▶ [PROMPT]:
Reproduce the top of the data verbatim, through and including the line that contains "ctx.save(); ctx.translate(x, y);".

▶ [DATA SUPPLIED]:
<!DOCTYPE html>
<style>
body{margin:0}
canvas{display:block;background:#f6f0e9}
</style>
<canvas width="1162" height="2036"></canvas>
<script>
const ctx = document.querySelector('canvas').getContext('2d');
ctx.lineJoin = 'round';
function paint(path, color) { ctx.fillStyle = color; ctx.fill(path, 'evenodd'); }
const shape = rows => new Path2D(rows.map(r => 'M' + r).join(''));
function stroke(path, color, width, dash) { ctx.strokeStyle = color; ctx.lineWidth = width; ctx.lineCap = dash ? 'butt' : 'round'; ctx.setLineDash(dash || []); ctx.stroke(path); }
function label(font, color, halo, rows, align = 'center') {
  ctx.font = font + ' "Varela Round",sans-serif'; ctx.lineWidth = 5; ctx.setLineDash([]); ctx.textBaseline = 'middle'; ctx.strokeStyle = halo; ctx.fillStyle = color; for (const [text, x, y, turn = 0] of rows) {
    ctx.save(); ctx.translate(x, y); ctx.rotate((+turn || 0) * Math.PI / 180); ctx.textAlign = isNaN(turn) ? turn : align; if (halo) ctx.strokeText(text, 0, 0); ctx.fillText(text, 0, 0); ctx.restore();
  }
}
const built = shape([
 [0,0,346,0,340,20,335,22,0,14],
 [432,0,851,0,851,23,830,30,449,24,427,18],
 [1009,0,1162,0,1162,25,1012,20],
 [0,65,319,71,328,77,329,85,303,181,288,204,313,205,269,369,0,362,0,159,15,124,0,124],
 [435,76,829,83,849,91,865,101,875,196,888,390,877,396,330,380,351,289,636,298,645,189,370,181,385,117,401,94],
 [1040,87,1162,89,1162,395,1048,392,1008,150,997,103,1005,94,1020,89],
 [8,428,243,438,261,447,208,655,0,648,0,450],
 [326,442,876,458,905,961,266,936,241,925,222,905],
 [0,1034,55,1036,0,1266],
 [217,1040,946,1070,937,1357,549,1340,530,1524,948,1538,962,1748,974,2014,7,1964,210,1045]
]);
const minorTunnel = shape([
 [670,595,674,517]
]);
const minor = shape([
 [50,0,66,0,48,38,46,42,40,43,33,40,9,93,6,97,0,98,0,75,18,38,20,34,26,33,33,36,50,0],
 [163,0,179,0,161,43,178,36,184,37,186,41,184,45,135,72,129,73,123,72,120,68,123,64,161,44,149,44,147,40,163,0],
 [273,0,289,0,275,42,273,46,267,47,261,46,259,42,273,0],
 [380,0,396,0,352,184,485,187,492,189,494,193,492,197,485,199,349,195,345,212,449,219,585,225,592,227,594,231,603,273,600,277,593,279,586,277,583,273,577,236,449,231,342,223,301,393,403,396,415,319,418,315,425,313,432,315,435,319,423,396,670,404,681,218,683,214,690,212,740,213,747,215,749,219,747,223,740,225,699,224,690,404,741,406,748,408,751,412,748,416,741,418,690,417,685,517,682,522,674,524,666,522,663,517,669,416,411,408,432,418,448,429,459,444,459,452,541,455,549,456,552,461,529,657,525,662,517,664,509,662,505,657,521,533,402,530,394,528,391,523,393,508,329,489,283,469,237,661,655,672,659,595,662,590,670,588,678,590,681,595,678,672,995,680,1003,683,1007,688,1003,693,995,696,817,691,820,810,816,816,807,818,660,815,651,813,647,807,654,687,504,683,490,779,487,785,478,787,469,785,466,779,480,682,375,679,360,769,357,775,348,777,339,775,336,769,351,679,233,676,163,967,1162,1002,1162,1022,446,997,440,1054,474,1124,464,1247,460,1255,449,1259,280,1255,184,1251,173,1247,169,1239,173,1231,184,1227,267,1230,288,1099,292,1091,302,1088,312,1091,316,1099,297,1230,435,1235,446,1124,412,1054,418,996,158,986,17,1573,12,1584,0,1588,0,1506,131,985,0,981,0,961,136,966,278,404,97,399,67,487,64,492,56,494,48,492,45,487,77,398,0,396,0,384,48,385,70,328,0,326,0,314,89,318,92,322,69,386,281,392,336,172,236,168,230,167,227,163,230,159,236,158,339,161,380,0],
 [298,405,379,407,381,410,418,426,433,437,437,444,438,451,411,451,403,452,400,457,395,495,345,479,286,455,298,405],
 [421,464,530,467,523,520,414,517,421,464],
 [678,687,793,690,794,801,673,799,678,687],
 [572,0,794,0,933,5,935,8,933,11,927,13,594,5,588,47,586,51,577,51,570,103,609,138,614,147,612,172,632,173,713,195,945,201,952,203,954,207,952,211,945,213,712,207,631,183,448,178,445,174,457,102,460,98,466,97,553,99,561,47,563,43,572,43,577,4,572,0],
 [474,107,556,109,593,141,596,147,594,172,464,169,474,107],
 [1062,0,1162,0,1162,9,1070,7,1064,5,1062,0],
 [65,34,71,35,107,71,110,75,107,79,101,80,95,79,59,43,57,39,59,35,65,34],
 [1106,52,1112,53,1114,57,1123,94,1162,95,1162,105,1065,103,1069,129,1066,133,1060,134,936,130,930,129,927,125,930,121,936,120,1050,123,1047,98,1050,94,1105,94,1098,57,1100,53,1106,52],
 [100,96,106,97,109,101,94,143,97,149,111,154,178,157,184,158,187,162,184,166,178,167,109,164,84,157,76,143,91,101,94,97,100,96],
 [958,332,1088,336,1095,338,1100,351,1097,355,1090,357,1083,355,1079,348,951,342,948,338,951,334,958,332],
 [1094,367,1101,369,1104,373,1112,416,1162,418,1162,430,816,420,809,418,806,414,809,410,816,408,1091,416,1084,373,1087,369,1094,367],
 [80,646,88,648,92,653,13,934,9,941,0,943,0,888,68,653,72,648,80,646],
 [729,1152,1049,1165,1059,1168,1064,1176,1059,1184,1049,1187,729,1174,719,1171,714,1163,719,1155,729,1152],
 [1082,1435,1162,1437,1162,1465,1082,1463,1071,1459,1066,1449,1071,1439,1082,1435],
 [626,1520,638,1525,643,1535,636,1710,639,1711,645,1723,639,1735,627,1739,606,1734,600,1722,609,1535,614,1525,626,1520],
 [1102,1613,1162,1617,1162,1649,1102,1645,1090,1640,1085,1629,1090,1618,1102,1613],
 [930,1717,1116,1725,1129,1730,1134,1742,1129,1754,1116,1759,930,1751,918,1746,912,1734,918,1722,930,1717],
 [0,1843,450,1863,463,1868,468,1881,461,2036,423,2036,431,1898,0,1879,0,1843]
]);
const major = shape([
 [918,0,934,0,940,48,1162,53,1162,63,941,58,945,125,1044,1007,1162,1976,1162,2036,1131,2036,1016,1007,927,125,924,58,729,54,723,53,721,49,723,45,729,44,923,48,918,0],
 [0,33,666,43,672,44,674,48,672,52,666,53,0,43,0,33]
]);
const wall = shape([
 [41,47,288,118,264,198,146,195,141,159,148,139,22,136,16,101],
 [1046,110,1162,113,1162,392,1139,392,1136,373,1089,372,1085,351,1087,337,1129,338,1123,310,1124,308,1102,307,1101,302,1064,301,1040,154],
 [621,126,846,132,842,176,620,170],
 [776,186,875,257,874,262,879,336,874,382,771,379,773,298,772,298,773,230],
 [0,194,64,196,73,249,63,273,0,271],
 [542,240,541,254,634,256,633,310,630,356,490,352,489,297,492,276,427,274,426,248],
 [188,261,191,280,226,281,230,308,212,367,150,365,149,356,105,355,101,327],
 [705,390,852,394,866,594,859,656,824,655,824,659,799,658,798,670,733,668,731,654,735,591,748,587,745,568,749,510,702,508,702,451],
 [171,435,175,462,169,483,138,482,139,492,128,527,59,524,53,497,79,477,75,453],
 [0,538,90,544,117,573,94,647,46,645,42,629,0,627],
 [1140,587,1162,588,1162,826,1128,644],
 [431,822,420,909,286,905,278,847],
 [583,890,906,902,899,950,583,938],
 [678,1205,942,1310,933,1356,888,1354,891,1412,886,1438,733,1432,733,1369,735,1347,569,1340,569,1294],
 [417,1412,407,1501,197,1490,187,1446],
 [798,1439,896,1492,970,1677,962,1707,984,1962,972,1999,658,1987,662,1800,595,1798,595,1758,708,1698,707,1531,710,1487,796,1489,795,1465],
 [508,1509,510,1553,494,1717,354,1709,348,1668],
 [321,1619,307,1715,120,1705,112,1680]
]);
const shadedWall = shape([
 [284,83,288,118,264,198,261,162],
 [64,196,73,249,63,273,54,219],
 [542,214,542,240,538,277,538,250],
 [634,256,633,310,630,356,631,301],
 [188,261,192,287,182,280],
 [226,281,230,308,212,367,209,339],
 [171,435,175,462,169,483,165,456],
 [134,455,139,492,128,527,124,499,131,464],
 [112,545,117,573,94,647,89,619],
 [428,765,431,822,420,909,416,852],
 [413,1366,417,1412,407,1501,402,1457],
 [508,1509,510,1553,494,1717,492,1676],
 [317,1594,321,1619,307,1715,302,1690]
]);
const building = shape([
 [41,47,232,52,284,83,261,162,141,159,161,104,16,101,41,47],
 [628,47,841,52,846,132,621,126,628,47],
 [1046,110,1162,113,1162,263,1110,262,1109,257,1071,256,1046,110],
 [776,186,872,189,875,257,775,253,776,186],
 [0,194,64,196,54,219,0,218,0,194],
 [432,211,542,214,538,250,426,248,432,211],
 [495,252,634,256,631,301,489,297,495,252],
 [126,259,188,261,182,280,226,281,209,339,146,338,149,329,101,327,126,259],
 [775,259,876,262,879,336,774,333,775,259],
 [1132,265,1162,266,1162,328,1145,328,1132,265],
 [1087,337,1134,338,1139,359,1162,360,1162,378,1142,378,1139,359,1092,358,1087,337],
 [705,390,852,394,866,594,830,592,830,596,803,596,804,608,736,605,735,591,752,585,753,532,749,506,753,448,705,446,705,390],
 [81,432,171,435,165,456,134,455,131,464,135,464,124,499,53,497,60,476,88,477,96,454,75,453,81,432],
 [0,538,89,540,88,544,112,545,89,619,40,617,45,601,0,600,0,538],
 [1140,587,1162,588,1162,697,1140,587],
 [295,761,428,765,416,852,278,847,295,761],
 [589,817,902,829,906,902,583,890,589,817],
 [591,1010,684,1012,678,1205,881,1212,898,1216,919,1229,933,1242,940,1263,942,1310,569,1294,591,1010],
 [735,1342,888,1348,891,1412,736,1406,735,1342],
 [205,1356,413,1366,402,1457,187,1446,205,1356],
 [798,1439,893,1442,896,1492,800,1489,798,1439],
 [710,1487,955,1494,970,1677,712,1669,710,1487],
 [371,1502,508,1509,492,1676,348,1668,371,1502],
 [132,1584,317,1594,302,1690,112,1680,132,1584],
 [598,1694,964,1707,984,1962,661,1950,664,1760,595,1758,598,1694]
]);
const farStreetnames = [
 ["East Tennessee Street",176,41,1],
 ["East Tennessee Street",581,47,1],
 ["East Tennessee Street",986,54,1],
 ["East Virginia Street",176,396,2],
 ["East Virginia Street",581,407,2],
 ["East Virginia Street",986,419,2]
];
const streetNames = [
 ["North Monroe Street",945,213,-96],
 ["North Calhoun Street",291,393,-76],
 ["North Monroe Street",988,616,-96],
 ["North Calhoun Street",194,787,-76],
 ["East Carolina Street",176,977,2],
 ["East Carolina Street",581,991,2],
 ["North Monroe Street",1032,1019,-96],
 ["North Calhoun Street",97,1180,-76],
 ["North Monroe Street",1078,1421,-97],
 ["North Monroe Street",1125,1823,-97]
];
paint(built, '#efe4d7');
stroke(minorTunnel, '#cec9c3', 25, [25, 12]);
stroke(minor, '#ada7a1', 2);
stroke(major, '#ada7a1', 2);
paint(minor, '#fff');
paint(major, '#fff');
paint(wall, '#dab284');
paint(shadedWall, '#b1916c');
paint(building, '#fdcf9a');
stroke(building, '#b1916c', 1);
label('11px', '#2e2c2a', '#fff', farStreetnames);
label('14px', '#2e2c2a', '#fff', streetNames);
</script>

▶ [RESPONSE]:
<!DOCTYPE html>
<style>
body{margin:0}
canvas{display:block;background:#f6f0e9}
</style>
<canvas width="1162" height="2036"></canvas>
<script>
const ctx = document.querySelector('canvas').getContext('2d');
ctx.lineJoin = 'round';
function paint(path, color) { ctx.fillStyle = color; ctx.fill(path, 'evenodd'); }
const shape = rows => new Path2D(rows.map(r => 'M' + r).join(''));
function stroke(path, color, width, dash) { ctx.strokeStyle = color; ctx.lineWidth = width; ctx.lineCap = dash ? 'butt' : 'round'; ctx.setLineDash(dash || []); ctx.stroke(path); }
function label(font, color, halo, rows, align = 'center') {
  ctx.font = font + ' "Varela Round",sans-serif'; ctx.lineWidth = 5; ctx.setLineDash([]); ctx.textBaseline = 'middle'; ctx.strokeStyle = halo; ctx.fillStyle = color; for (const [text, x, y, turn = 0] of rows) {
    ctx.save(); ctx.translate(x, y); ctx.rotate((+turn || 0) * Math.PI / 180); ctx.textAlign = isNaN(turn) ? turn : align; if (halo) ctx.strokeText(text, 0, 0); ctx.fillText(text, 0, 0); ctx.restore();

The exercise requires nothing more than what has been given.